Carl Heinrich Edmund von Berg (30 November 1800 in Göttingen - 20 June 1874 in Schandau) was a German forestry scientist.

He was a student at the forestry academy in Dreißigacker, followed by studies at the University of Göttingen. In 1821 he became a teaching assistant at the Forstschule in Clausthal, where he subsequently served as a Forstschreiber (from 1824) and Oberförster and lecturer (from 1830). In 1833 he was named chief forester and forestry inspector in Lauterberg.

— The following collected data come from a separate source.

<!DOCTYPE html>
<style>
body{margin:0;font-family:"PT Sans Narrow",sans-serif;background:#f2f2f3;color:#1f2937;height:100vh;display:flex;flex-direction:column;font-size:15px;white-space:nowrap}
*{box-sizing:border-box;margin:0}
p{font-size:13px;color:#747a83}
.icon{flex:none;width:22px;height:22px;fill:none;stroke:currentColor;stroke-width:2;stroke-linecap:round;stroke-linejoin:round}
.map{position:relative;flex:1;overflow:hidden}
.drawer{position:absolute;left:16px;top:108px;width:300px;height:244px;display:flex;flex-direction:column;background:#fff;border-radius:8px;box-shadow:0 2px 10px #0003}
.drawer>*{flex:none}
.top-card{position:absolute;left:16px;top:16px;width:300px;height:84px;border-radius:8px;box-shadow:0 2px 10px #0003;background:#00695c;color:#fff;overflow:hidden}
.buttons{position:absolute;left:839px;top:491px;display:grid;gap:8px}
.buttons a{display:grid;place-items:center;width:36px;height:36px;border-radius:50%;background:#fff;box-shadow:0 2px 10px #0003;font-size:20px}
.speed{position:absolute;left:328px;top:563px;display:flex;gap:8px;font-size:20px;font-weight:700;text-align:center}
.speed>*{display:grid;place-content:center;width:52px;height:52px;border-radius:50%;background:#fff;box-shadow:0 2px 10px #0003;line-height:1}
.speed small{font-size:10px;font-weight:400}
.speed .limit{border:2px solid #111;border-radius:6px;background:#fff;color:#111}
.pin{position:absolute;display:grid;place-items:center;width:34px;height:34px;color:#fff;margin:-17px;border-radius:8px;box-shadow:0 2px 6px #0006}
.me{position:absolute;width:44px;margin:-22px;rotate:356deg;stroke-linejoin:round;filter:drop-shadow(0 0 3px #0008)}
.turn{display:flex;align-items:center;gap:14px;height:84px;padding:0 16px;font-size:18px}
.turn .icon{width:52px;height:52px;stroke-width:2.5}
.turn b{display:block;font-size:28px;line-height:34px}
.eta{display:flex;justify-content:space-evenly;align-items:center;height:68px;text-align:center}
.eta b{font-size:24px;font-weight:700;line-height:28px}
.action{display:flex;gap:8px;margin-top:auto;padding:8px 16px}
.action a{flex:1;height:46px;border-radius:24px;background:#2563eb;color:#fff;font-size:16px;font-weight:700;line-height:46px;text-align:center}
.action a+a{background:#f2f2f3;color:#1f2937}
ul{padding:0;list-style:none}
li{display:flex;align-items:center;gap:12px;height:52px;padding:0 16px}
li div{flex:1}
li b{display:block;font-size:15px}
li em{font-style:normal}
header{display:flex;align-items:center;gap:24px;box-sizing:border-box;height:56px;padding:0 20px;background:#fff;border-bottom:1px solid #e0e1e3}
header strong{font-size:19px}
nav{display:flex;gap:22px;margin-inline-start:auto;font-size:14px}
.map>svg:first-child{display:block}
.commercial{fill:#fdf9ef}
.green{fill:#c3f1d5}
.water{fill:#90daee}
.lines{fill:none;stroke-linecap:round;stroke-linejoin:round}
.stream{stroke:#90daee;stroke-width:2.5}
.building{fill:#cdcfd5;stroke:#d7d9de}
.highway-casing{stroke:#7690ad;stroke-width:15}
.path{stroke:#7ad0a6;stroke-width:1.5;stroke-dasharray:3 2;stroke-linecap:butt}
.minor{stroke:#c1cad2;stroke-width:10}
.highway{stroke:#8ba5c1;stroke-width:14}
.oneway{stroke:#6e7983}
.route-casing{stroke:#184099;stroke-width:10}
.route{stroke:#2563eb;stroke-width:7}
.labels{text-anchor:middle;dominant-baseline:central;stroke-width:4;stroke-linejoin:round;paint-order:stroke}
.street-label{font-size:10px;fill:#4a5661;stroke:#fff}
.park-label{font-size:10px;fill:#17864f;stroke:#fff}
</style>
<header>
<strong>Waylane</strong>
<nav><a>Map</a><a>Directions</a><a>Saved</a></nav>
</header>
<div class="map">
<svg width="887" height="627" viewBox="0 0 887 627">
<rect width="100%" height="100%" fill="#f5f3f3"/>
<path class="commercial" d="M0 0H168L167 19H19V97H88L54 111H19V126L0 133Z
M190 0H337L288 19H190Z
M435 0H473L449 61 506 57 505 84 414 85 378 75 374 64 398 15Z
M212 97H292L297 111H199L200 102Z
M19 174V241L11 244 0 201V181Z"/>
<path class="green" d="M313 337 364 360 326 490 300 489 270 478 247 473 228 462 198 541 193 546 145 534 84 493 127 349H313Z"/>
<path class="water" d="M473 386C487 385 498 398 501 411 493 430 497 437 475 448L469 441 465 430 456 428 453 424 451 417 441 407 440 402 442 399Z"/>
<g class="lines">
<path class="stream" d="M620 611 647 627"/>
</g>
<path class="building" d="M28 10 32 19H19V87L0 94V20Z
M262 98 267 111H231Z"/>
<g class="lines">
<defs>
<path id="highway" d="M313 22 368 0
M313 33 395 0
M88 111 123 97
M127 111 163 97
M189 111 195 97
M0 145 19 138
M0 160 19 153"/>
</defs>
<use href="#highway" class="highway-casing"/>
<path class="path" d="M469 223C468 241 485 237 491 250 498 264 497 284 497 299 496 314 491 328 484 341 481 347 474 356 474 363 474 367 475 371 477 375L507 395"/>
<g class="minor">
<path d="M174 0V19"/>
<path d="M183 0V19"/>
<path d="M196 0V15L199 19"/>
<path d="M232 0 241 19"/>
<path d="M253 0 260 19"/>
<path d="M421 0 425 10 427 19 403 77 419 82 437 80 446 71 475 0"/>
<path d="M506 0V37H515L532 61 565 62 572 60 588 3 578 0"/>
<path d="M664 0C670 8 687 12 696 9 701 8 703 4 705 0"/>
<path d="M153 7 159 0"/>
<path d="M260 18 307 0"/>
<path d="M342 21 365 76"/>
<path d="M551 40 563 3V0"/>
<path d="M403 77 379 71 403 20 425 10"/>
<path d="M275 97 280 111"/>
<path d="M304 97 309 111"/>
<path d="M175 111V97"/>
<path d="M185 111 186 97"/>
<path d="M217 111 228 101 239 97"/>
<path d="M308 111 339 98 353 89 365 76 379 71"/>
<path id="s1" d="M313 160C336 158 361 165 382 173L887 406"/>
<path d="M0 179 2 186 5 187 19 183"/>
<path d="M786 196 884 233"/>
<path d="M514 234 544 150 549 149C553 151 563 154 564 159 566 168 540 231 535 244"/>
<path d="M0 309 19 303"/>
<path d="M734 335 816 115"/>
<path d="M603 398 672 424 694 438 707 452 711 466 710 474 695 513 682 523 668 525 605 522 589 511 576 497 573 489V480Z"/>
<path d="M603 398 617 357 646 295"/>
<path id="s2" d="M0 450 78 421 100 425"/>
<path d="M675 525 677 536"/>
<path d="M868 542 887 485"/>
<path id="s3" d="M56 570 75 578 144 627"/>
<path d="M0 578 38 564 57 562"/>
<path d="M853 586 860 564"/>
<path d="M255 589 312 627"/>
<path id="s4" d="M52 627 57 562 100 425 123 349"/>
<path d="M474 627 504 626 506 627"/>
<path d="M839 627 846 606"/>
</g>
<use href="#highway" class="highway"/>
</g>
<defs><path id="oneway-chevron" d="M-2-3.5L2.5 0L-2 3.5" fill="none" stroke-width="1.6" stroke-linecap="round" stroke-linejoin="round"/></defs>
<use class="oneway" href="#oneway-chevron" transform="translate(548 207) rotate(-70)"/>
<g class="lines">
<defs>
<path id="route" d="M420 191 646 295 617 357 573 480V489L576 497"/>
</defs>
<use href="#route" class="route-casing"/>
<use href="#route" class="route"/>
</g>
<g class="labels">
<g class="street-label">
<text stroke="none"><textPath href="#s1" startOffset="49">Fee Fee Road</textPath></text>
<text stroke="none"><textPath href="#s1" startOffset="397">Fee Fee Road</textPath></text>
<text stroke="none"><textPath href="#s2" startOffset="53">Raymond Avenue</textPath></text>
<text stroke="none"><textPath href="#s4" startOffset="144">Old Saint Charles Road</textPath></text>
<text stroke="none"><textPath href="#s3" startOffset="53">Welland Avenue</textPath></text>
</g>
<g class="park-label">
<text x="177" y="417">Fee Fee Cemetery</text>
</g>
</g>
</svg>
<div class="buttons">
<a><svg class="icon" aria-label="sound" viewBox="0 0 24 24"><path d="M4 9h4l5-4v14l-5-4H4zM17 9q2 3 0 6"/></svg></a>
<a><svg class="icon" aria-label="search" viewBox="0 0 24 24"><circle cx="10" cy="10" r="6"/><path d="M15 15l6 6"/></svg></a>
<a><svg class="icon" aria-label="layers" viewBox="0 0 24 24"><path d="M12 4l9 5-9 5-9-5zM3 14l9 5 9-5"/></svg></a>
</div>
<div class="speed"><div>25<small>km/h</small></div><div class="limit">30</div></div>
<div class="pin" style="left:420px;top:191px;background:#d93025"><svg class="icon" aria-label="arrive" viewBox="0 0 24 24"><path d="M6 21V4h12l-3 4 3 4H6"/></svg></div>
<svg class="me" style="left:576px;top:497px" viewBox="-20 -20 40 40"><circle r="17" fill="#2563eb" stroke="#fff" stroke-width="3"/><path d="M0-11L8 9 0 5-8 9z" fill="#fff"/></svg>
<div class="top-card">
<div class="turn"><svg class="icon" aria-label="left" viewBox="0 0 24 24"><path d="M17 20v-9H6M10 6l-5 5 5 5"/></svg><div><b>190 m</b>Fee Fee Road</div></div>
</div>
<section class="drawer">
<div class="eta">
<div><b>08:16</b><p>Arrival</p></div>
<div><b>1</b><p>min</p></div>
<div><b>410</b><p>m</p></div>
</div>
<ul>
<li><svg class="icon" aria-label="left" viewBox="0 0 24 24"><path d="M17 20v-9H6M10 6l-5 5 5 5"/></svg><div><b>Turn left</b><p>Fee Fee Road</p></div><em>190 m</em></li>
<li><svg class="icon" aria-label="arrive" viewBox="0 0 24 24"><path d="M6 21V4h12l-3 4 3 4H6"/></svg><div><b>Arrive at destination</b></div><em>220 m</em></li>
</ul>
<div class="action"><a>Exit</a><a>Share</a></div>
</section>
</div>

From 1845 to 1866, he was director of the Royal Saxon Academy of Forestry in Tharandt. Beginning in 1846, he headed the editorial staff of the Forstwissenschaftlichen Jahrbuchs der Akademie Tharandt.

== Published works ==
- Anleitung zum Verkohlen des Holzes ein Handbuch, 1830.
- Das Verdrängen der Laubwälder im nördlichen Deutschland durch die Fichte und die Kiefer in forstlicher und nationalökonomischer Hinsicht beleuchtet, 1844 – Displacement of deciduous forests in Northern Germany by spruce and pine, etc.
- Staatsforstwirtschaftslehre, 1850 – State forestry business administration.
- Aus dem Osten der österreichischen Monarchie, 1860 – From the east of the Austrian Monarchy.
- Betrachtungen über den einfluss der kleineren deutschen staaten auf die entwicklung und den fortschritt des forstwesens, 1867 – Observations on the influence of the smaller German states in the development and progress of forestry.
- Pürschgang im dickicht der jagd- und forstgeschichte, 1869.
- Geschichte der deutschen Wälder bis zum Schlusse des Mittelalters. Ein Beitrag zur Culturgeschichte, 1871 – History of German forests up until the end of the Middle Ages.